How will that supply pass – by roads from what country. Will they have to confuse that with humanitarian traffic inbound/outbound. And similarly how do volunteers enter – are the roadways unchecked?

Posted by: jared | Mar 12 2022 21:23 utc | 426

“And similarly how do volunteers enter”
Across the Romanian border, after passing through the Nato countries Bulgaria and Turkey.

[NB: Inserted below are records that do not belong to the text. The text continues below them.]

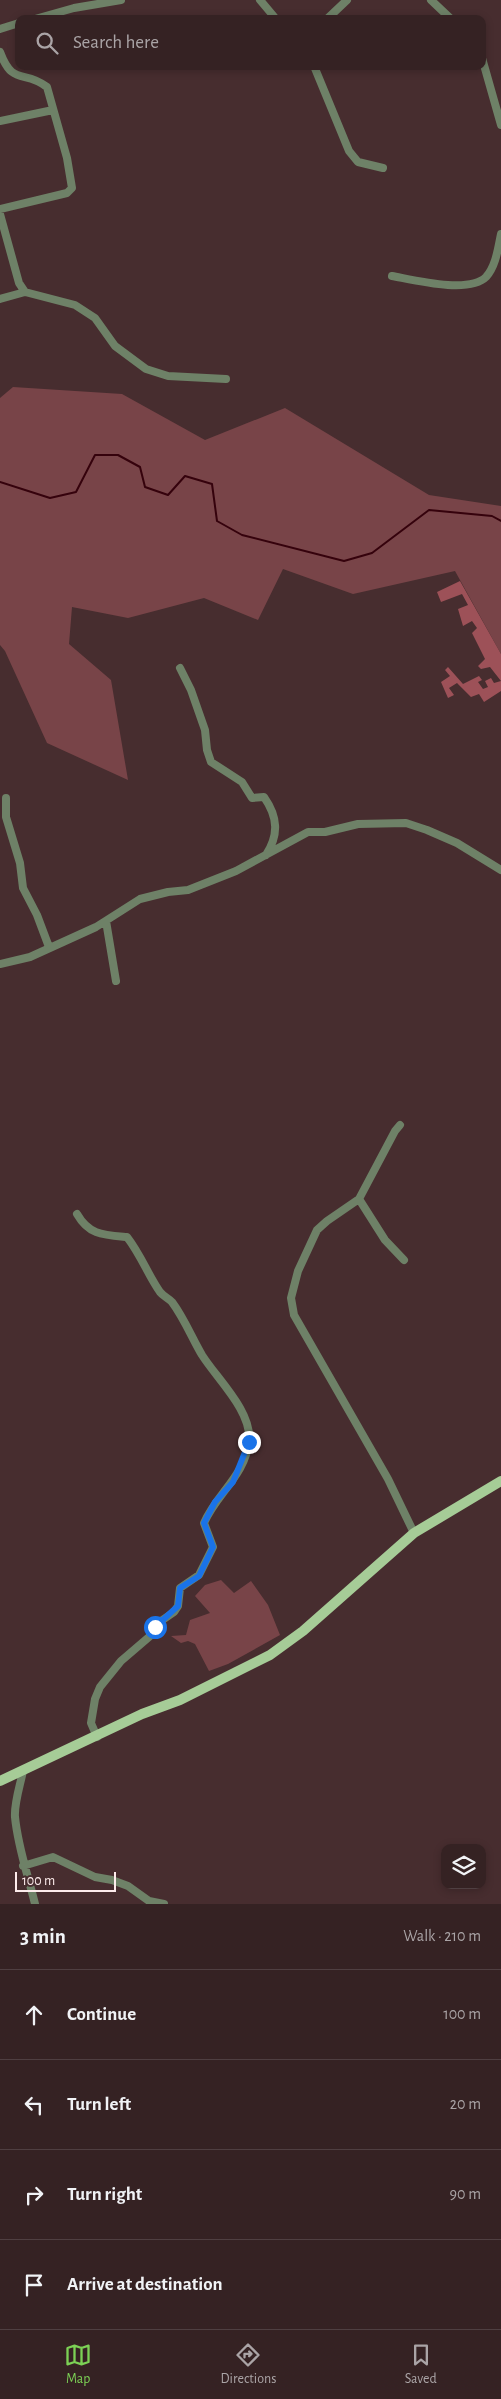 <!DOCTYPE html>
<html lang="en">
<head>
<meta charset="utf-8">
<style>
	body { margin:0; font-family:"Alegreya Sans",sans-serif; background:#402f30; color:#f1f3f6 }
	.controls { position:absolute; right:15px; bottom:15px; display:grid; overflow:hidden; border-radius:10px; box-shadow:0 2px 8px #0003 }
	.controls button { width:45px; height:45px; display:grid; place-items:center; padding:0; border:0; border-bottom:1px solid #4f3f41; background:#352223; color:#f1f3f6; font:25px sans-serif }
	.scale { position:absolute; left:15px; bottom:12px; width:101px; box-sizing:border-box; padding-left:5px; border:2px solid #fdecec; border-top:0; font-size:14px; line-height:18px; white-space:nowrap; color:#fdecec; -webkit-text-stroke:4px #472d2f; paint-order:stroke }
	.stop { position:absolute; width:15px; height:15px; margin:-11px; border:4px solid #1a73e8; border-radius:50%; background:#fff }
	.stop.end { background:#1a73e8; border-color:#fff; box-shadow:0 1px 5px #0008 }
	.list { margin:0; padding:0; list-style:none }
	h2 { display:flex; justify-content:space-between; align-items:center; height:65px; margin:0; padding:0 20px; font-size:21px }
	h2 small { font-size:16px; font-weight:400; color:#aaa4a6 }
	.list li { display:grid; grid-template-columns:32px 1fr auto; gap:15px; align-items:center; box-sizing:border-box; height:90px; padding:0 20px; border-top:1px solid #4f3f41 }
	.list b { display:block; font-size:19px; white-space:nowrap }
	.list em { font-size:16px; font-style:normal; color:#aaa4a6 }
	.icon { flex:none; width:28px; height:28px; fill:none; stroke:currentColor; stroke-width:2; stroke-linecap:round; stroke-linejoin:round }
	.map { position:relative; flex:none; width:501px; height:1904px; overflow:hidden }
	.search { position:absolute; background:#352223; box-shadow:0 2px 8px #0003; left:15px; right:15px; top:15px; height:55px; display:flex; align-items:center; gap:12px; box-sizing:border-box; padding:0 18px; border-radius:10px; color:#aaa4a6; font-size:19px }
	.sheet { height:425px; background:#352223 }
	nav { display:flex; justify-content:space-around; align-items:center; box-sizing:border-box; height:70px; border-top:1px solid #4f3f41; background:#352223; font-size:14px; color:#aaa4a6 }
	nav a { display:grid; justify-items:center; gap:2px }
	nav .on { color:#7cd155 }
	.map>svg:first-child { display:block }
</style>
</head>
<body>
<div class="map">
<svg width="501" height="1904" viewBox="0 0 501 1904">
	<rect width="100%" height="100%" fill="#472d2f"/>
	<!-- green -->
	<path fill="#784448" d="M13,387L122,394L205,440L285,408L429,495L501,506V654L455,571L353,594L283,569L258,620L204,598L128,618L72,607L69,644L111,680L128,780L47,743L5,651L0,645V398Z
		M221,1580L234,1593L251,1581L268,1605L280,1635L228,1664L209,1671L195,1644L188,1641L181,1643L171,1636L186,1635L190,1620L210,1613L195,1596L205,1585Z"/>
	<!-- forest -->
	<path fill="#9d5158" d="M460,581L501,654V691L484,702L479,694L471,697L457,683L449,688L454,695L448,698L441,682L450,676L445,670L448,667L463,684L479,676L482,680L478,682L483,689L488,687L485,681L491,678L494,683L501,681L490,667L481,669L478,666L485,659L472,633L477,628L472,621L463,626L458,609L468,605L462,594L441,602L437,592Z"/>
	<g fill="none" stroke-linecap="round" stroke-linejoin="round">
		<!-- stream -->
		<path stroke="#35020c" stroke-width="2" d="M0,482L50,498L76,492L95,455H118L140,467L145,487L168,495L185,476L212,484L217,521L242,535L344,561L372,553L429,510L492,516L501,521"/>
		<!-- minor -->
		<path stroke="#6e8167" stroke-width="8" d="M260,0L276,19
			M431,0L451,19
			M35,19L74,8L121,0
			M327,19L347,0
			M0,29L19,23
			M0,52C13,87 24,69 47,87L67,158L72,188L67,193L0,209
			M482,58L501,125
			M314,66L349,151L358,162L383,168
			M0,121L53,110
			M0,214L19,283L25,292
			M392,276C414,280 469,294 486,277C496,266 498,248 501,234
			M0,299L25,292L75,305L95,318L115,346L146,369L168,376L226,379
			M180,668L191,690L205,730L207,750L211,762L242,782L252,798L264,797C278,817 279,835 266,855
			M6,798V817L20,863L23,888L37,915L49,947
			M106,921L116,981
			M0,964L30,957L96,927L140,899L168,892L188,890L236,871L308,832H325L358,824L406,823L427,830L457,843L501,870
			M400,1125L395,1131L359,1199L327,1221L317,1230L298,1271L291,1298L294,1315L388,1479L414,1533
			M359,1199L385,1240L404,1260
			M77,1214C89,1235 103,1235 127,1237C141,1255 148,1275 160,1292C163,1296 168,1298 172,1302C184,1318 192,1338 202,1355C217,1379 252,1411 249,1441C245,1476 217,1493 204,1523L213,1547L199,1575L180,1588L178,1606L174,1612L161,1621L149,1637L121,1661L100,1687L95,1699L91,1723L97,1737
			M23,1771C20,1786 14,1803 15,1817C18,1848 28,1875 35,1904
			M23,1866L53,1857L95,1877L112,1880L128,1886L149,1901L164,1904"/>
		<!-- major -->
		<path stroke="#a6cc97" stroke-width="10" d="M0,1781L142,1714L180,1700L270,1655L303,1631L414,1533L501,1481"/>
	</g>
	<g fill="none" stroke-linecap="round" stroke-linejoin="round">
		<!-- route -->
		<path stroke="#1a73e8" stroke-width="6" d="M155,1627L178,1606L180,1588L199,1576L213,1547L204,1523L215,1502L233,1482L249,1442"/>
	</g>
</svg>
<div class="controls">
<button><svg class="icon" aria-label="layers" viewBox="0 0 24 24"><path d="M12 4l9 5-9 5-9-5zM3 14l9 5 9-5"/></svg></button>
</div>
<div class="scale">100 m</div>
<div class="stop" style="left:155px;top:1627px"></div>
<div class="stop end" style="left:249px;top:1442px"></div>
<div class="search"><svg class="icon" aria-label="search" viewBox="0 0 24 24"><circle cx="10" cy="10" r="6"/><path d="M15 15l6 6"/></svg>Search here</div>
</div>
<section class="sheet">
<h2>3 min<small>Walk · 210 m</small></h2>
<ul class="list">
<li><svg class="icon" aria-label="ahead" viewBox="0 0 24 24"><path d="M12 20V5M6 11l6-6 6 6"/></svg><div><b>Continue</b></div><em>100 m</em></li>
<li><svg class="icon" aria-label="left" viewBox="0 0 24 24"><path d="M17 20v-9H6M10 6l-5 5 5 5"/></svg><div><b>Turn left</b></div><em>20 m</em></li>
<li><svg class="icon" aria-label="right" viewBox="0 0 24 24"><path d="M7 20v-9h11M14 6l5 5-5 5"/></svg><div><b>Turn right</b></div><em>90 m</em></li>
<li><svg class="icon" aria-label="arrive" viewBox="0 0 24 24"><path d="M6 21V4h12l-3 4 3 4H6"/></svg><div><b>Arrive at destination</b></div></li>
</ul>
</section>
<nav>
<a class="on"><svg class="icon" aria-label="map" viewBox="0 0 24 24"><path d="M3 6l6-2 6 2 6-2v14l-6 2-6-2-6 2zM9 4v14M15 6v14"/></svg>Map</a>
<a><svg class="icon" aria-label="directions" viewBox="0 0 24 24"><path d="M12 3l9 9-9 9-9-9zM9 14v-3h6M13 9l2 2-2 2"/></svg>Directions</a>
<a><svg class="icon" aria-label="saved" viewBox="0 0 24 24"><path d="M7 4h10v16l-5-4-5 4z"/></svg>Saved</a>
</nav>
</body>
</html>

Posted by: Platero | Mar 12 2022 21:39 utc | 427

It is also a very nice trolling of NATO.
1) Donetsk? Boy, we are going to have to arm them to the teeth once this is over. Gonna cost. Gonna cost big.
2) Nah, actually, it isn’t. NATO is going to supply all the weapons for free. We’ll just be the delivery boy.
Thanks, Jens, Anthony, Joe.
Who knew bankers and lawyers could be so generous?
And they are working pro-bono? Man, that is sweeeeeet.

Posted by: Yeah, Right | Mar 13 2022 2:25 utc | 428

@100 Orah, pretty sure the operation isn’t going to end until every soldier in the Azov Battalion is lying dead in a Mariupol ditch.
After all, “de-nazification” is going to be a whole lot easier if the nazi “muscle” is gone.
Might not even need any more effort from the Russians: there must be a lot of Ukrainians with scores to settle with the nazi’s, and they’ll still have their power base while the nazis, well, the nazis not so much: their power base with be lying in unmarked graves.

Posted by: Yeah, Right | Mar 13 2022 2:30 utc | 429

My thought is War Kabuki. Something went awry when Clinton failed as capstone and Trump was slotted in. The people making the most money from Russia and China blamed Russia for selecting Trump. Then out of China comes non-existent Covid-19. Then a massive shift to totalitarianism with lockdowns, masking, quarantines, vaccination globally. Now sufficient evidence exists for a criminal conspiracy to make profits by injecting experimental biological warfare weapons under color of fraud.
Russia is geo-politicially the convenient whipping boy. This plays well with Western and Westernizing audiences. The Russian restructuring of at least the Eastern Ukraine goes forward for Kremlin interests and the WEF. This does not play well with Western audiences.

Posted by: Stegiel | Mar 13 2022 21:21 utc | 430

I think the enthusiasm for volunteering to fight for Ukraine when those volunteers learn that they’ll be on the receiving end of air strike rather than the ones calling them in. There’s no medivac taking them to a nice clean hospital in Germany if the get wounded. They’ll be living off the land competing with civilians for food. I doubt even among experience SOF they’ve never experienced conditions they will fighting the Russians in Ukraine.